View Single Post
Old 10-10-2016, 09:27 AM   #28
KevinH
Sigil Developer
KevinH ought to be getting tired of karma fortunes by now.KevinH ought to be getting tired of karma fortunes by now.KevinH ought to be getting tired of karma fortunes by now.KevinH ought to be getting tired of karma fortunes by now.KevinH ought to be getting tired of karma fortunes by now.KevinH ought to be getting tired of karma fortunes by now.KevinH ought to be getting tired of karma fortunes by now.KevinH ought to be getting tired of karma fortunes by now.KevinH ought to be getting tired of karma fortunes by now.KevinH ought to be getting tired of karma fortunes by now.KevinH ought to be getting tired of karma fortunes by now.
 
Posts: 8,932
Karma: 6361444
Join Date: Nov 2009
Device: many
Did you miss the point that these were approaches to see semantics set for multiple files at once? Did you miss the fact that mousing over it in the BookBowser will show the semantics of any single file? Did you miss the fact earlier in this thread it was explained they toggle just as before?

Again, I do not like feature bloat for no good reason.

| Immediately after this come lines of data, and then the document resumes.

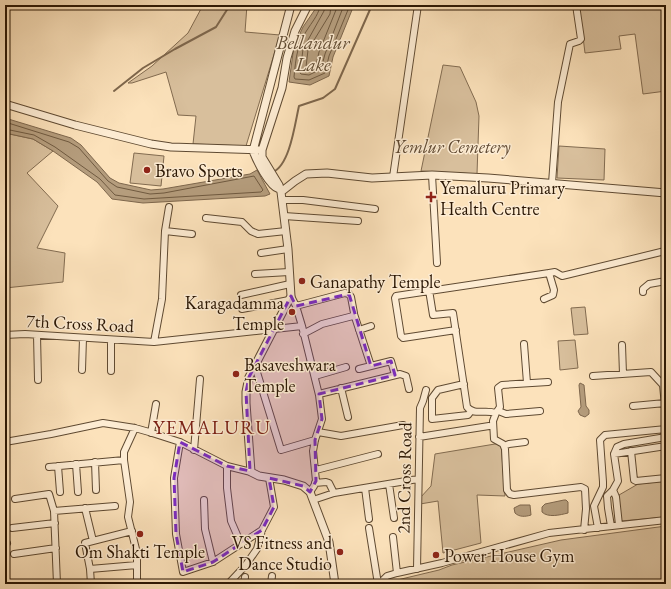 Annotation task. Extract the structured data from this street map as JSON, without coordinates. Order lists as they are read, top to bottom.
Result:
{
  "streets": {
    "street": ["7th Cross Road", "2nd Cross Road"]
  },
  "districts": ["YEMALURU"],
  "water": ["Bellandur Lake"],
  "parks": ["Yemlur Cemetery"],
  "places": {
    "other": [
      "Bravo Sports",
      "Ganapathy Temple",
      "Karagadamma Temple",
      "Basaveshwara Temple",
      "Om Shakti Temple",
      "VS Fitness and Dance Studio",
      "Power House Gym"
    ],
    "health": ["Yemaluru Primary Health Centre"]
  }
} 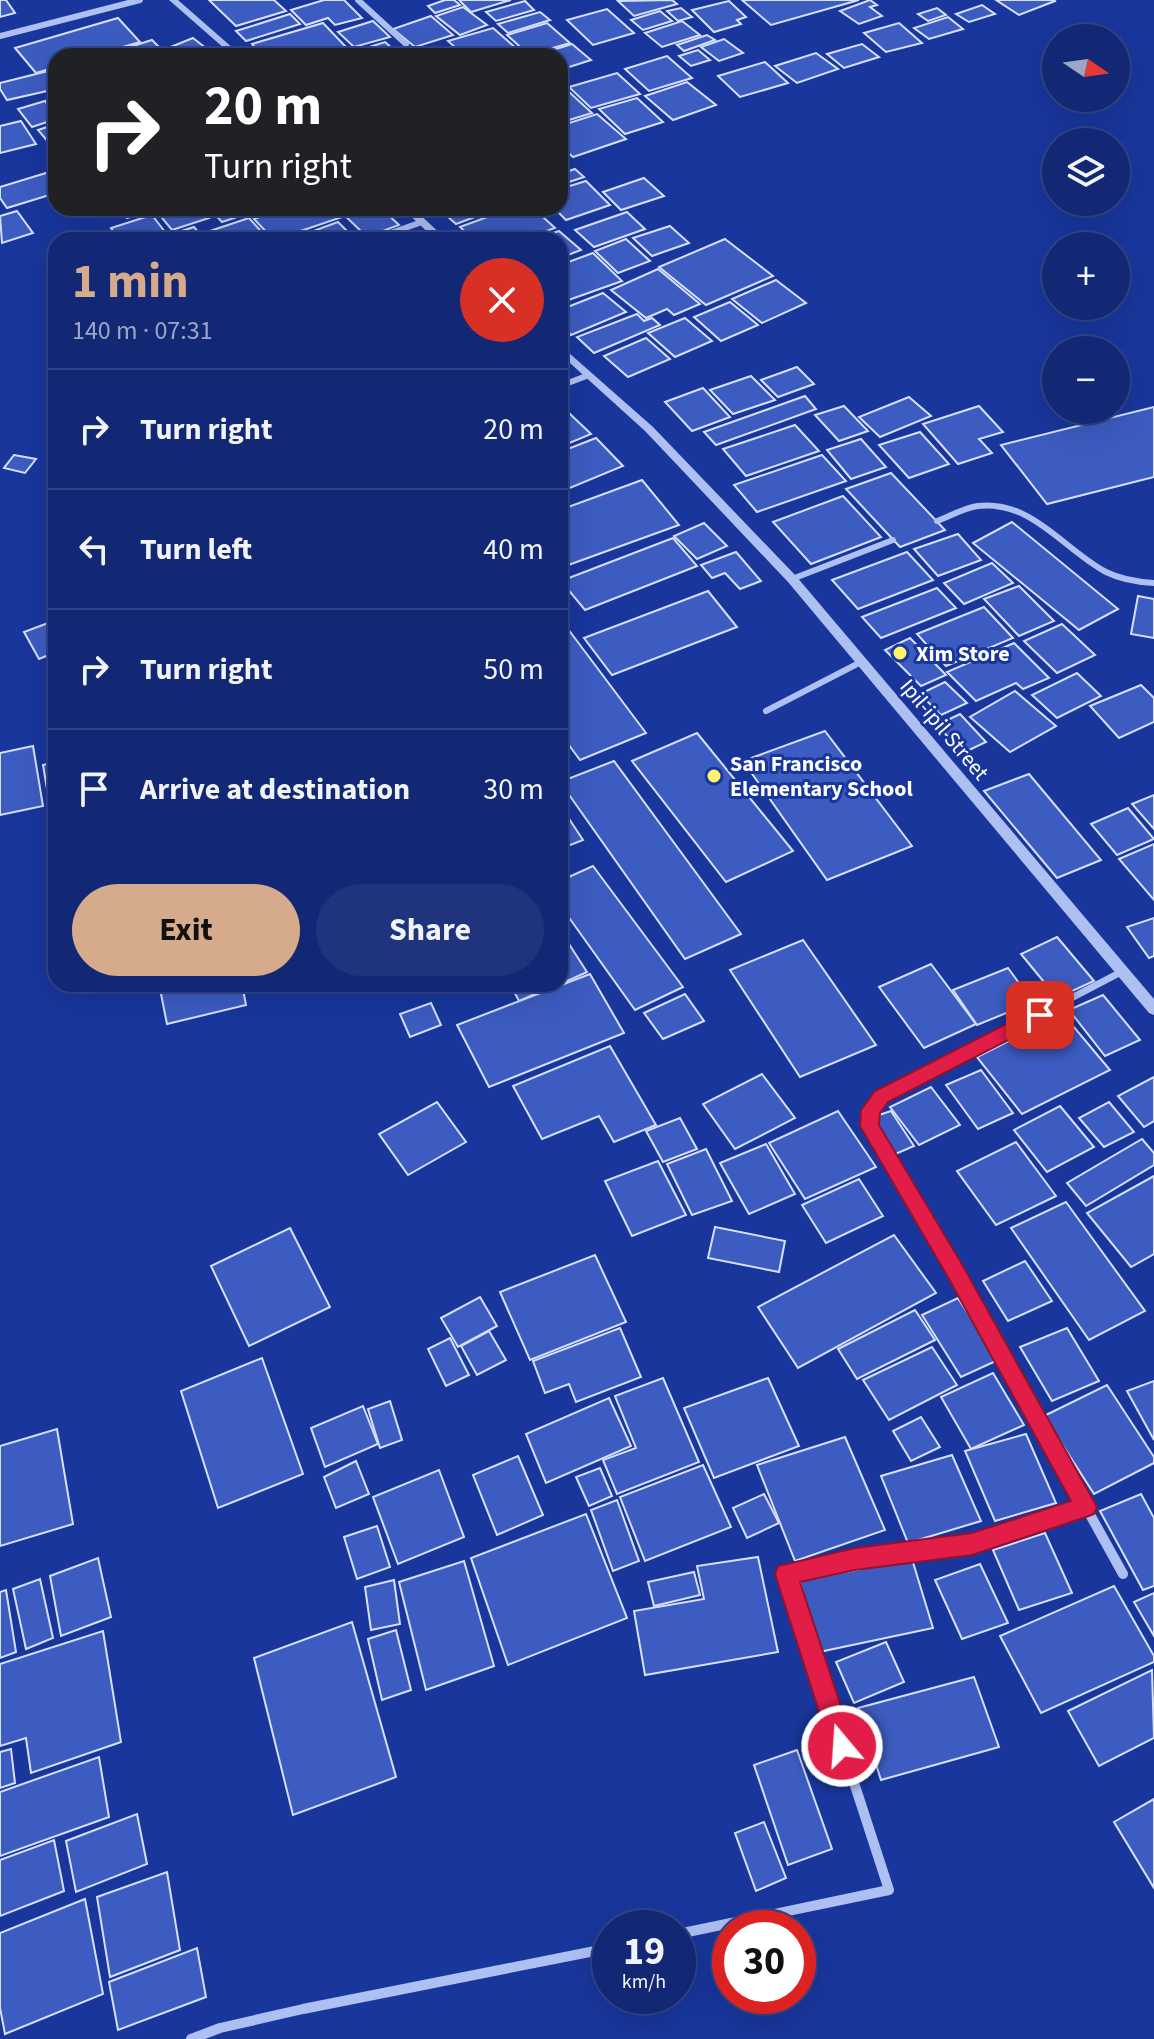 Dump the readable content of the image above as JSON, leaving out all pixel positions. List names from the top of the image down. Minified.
{"streets":{"street":["Ipil-ipil Street"]},"places":["Xim Store","San Francisco Elementary School"],"north":"right","page":{"map_buttons":["+","−"],"turn":["20 m","Turn right"],"heading":["1 min","140 m · 07:31"],"list":[{"name":"Turn right","value":"20 m"},{"name":"Turn left","value":"40 m"},{"name":"Turn right","value":"50 m"},{"name":"Arrive at destination","value":"30 m"}],"buttons":["Exit","Share"],"speed":"19 km/h","limit":"30"}} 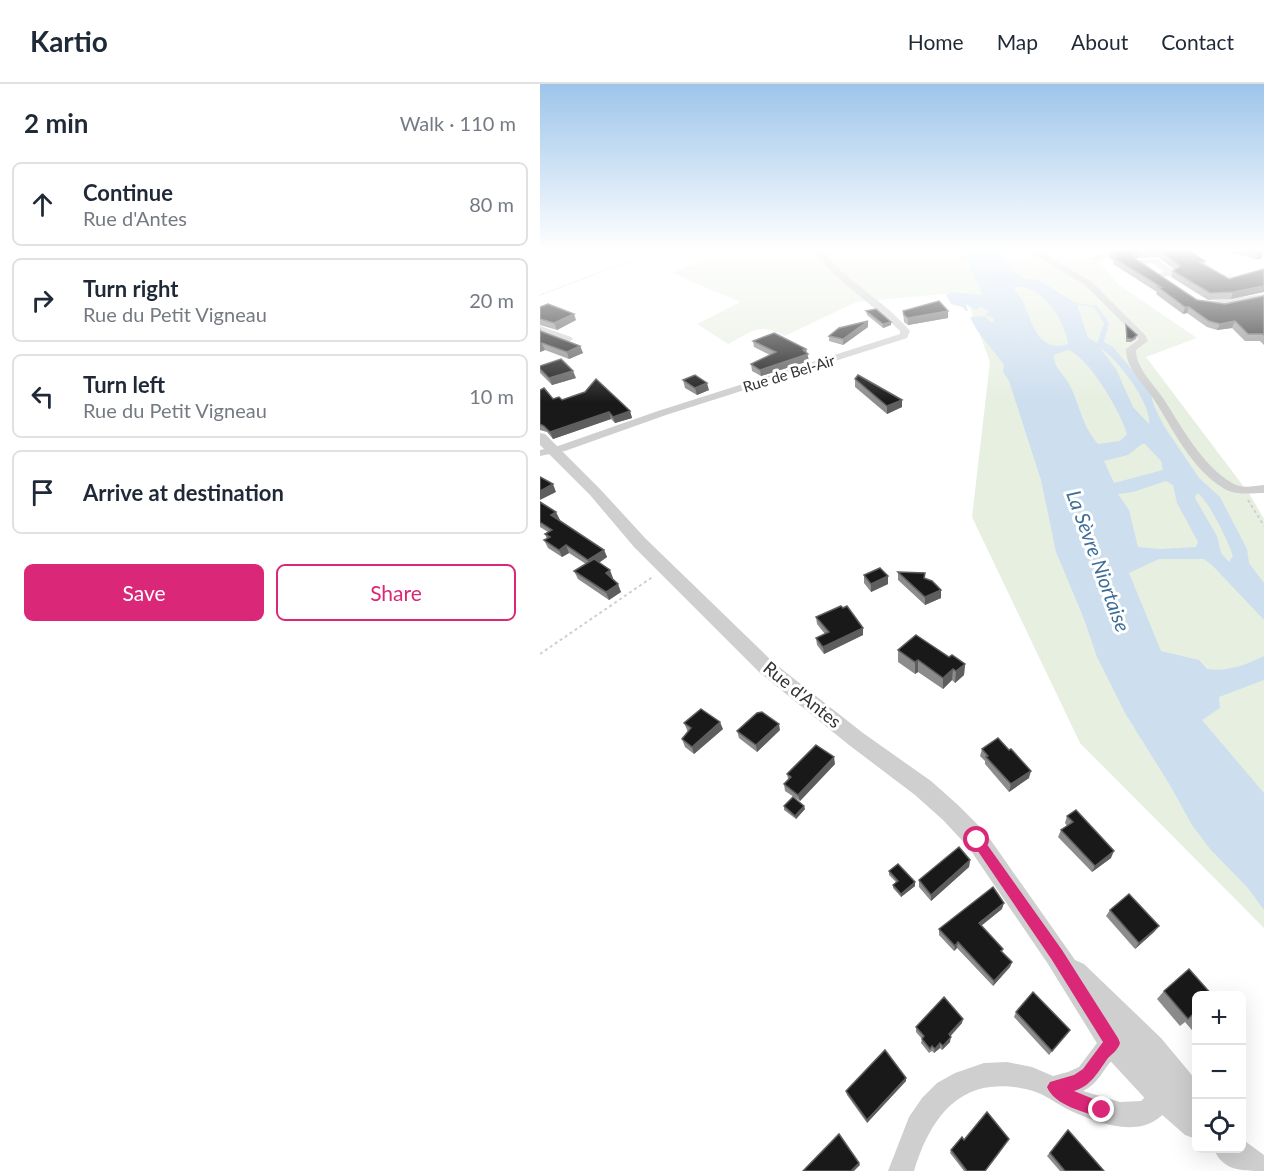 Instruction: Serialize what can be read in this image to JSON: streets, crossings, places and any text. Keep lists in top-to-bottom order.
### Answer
{
  "streets": {
    "street": ["Rue de Bel-Air", "Rue d'Antes"]
  },
  "crossings": [
    ["Rue de Bel-Air", "Rue d'Antes"]
  ],
  "water": ["La Sèvre Niortaise"],
  "page": {
    "header": "Kartio",
    "nav": [
      "Home",
      "Map",
      "About",
      "Contact"
    ],
    "heading": ["2 min", "Walk · 110 m"],
    "list": [
      ["Continue", "Rue d'Antes", "80 m"],
      ["Turn right", "Rue du Petit Vigneau", "20 m"],
      ["Turn left", "Rue du Petit Vigneau", "10 m"],
      "Arrive at destination"
    ],
    "buttons": ["Save", "Share"],
    "map_buttons": ["+", "−"]
  }
} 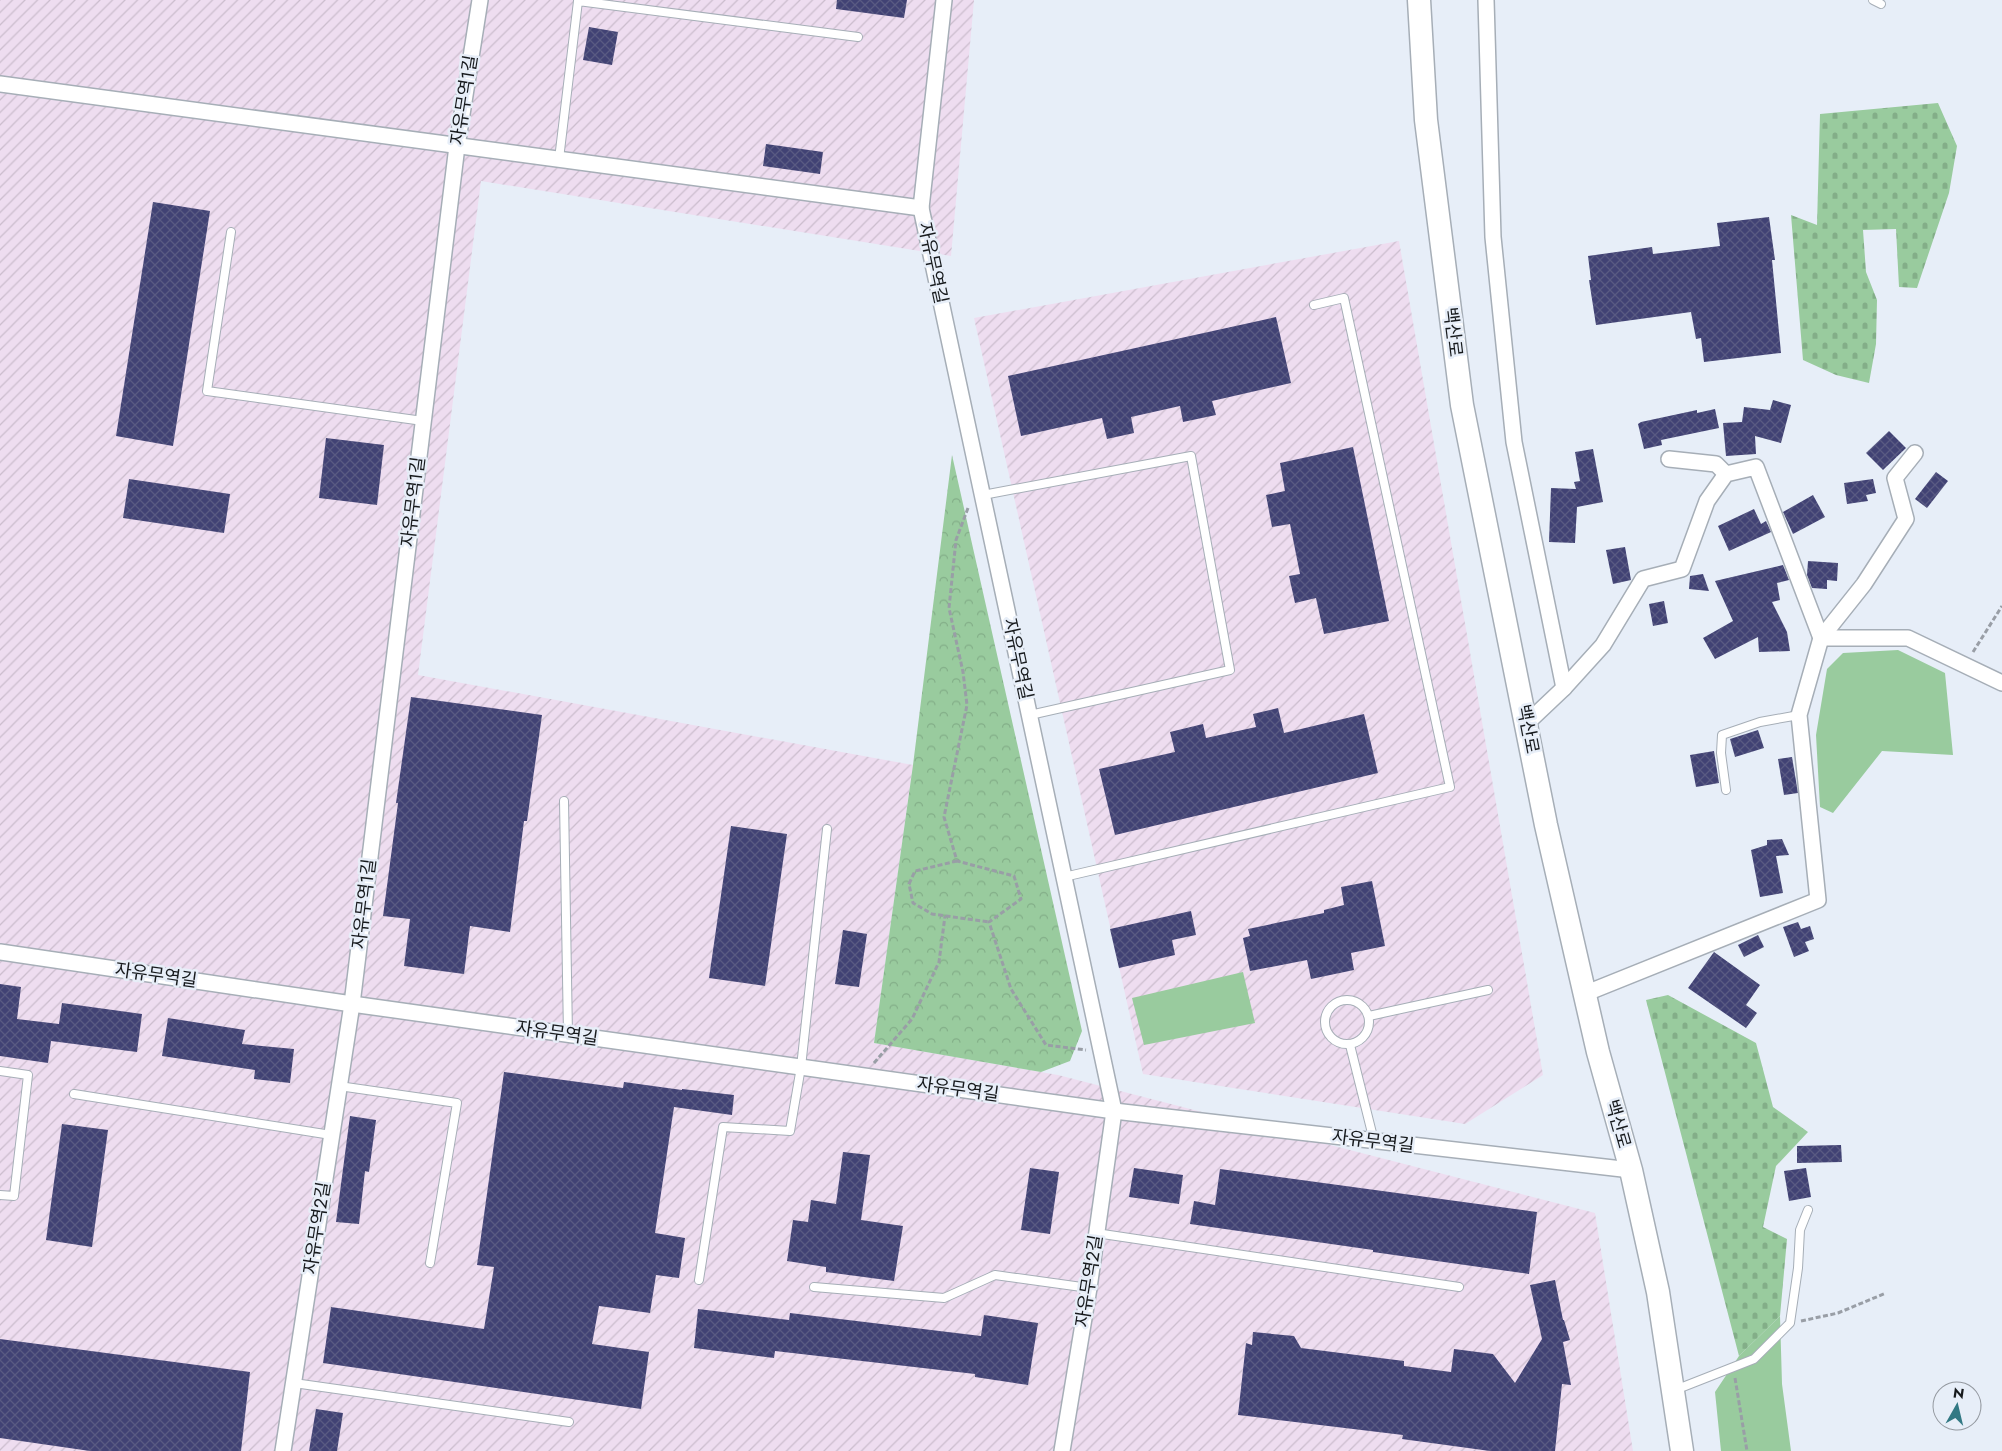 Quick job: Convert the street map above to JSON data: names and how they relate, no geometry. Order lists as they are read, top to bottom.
{
  "streets": {
    "main road": ["백산로"],
    "street": ["자유무역1길", "자유무역길", "자유무역2길"]
  },
  "crossings": [
    ["자유무역1길", "자유무역길"],
    ["자유무역1길", "자유무역2길"],
    ["자유무역길", "백산로"],
    ["자유무역길", "자유무역2길"]
  ],
  "north": "top"
} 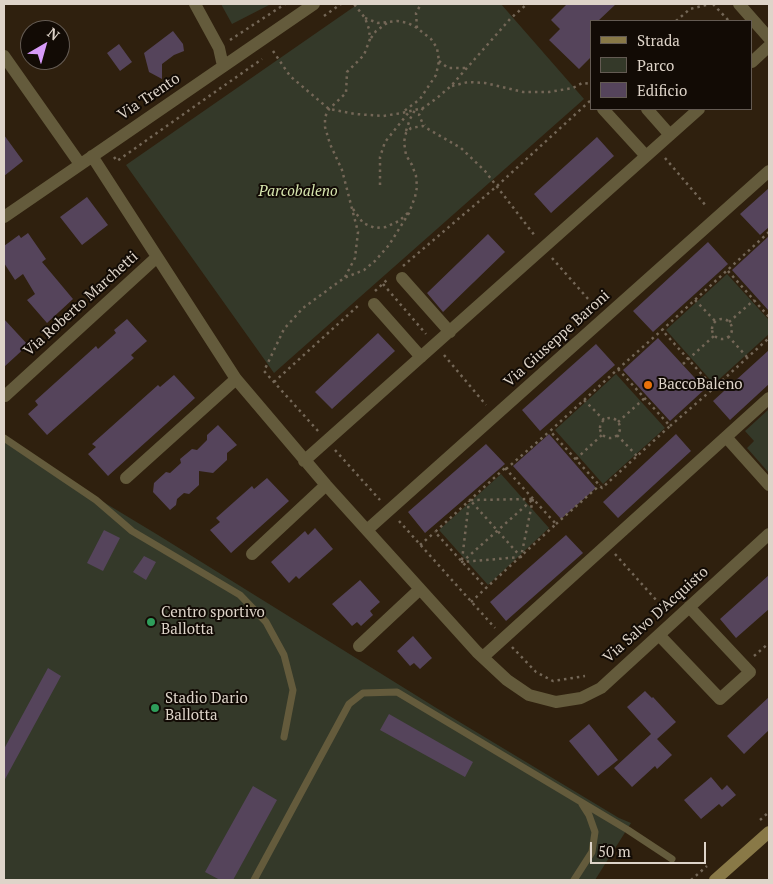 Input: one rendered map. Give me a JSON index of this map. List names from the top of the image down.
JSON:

Using set semantics just to check a file's current semantic is in my opinion not a good way to do it as it is no longer a prebuilt menu. A simple hover will tell you what you want faster. The hover approach has worked that way since the beginning as well.

Again, if you feel strongly about this feature, it should be really easy to implement by anyone with gui training. Just generate a pull request. I am not interested in spending what little development time I have on something I disagee with.

KevinH

Quote:
Originally Posted by nabsltd View Post
You disagree that a right-click that showed the state of the set semantics and allowed you to set them is easier than the current version? Really? Yes, I know that we can't have that anymore because of the number of options, but what possible reason is there for not showing the currently set one in the dialog to start with.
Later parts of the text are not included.